The Home Minister, however, made it clear that MPs Sharad Yadav, Sitaram Yechury, D. Raja, Jay Prakash Narayan and Assaduddin Owaisi went to meet the separatist leaders in their individual capacity and not as part of the all-party delegation that was on a two-day trip to Jammu and Kashmir.
"Some members of the delegation went to meet Hurriyat leaders. We had neither said 'no' nor 'yes' to their meetings. You know what happened. They had gone there in their individual capacity," he told reporters here before flying to Jammu.
He was referring to the attempt by the national opposition leaders from the delegation to hold talks with top Kashmiri separatists on Sunday.
While other separatist leaders did meet them briefly but refused to hold talks, hardliner Syed Ali Shah Geelani shut his door on the MPs even as they kept waiting outside his upscale Hyderpora residence for about 10 minutes.
This, Rajnath Singh said, "was certainly neither 'Kashmiriyat' nor 'insaniyat' (humane).
"If you do not want to talk is a different thing.
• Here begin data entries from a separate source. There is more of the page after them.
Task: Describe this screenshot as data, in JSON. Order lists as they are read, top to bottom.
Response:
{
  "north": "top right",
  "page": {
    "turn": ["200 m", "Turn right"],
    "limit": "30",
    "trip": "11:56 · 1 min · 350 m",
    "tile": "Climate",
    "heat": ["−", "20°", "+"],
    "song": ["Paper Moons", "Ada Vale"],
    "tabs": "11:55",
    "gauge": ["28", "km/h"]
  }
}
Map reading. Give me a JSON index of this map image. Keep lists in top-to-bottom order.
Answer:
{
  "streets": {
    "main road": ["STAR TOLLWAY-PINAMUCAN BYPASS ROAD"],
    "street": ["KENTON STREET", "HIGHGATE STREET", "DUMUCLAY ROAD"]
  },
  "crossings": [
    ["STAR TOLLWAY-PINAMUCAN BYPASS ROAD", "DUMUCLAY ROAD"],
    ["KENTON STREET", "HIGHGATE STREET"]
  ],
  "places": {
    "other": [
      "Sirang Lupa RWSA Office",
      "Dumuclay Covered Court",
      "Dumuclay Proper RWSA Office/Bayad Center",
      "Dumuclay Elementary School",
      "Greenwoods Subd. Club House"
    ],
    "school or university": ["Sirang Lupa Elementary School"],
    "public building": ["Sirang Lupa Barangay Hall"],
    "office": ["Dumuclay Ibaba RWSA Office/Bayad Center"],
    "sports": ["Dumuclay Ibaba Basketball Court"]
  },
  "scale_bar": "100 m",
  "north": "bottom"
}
But what they did proves they have no faith in democracy."
The all-party delegation arrived here on Sunday, nearly two months after a bloody unrest erupted in the aftermath of the July 8 killing of Hizbul Mujahideen commander Burhan Wani.
At least 74 persons have been killed and over 12,000 injured in the weeks of the turmoil, the deadliest Kashmir has seen in six years.
As the delegation left for Jammu, the Kashmir Valley continued to be tense amid curfew in some parts, shutdown and recurring anti-government and pro-freedom protests.
Rajnath Singh said the government had left its options open for talks with anyone within the ambit of "Kashmiriyat, jamhooriyat and insaniyat". But he made it clear that there were no two ways about the fact "that Jammu and Kashmir was, is and will remain an integral part of India".
Visibly disappointed, the minister hinted that any chance of talks with the separatists in the near future was impossible.
He also dismissed any possibility of an India-Pakistan dialogue over Kashmir, rejecting a key demand of separatist leaders.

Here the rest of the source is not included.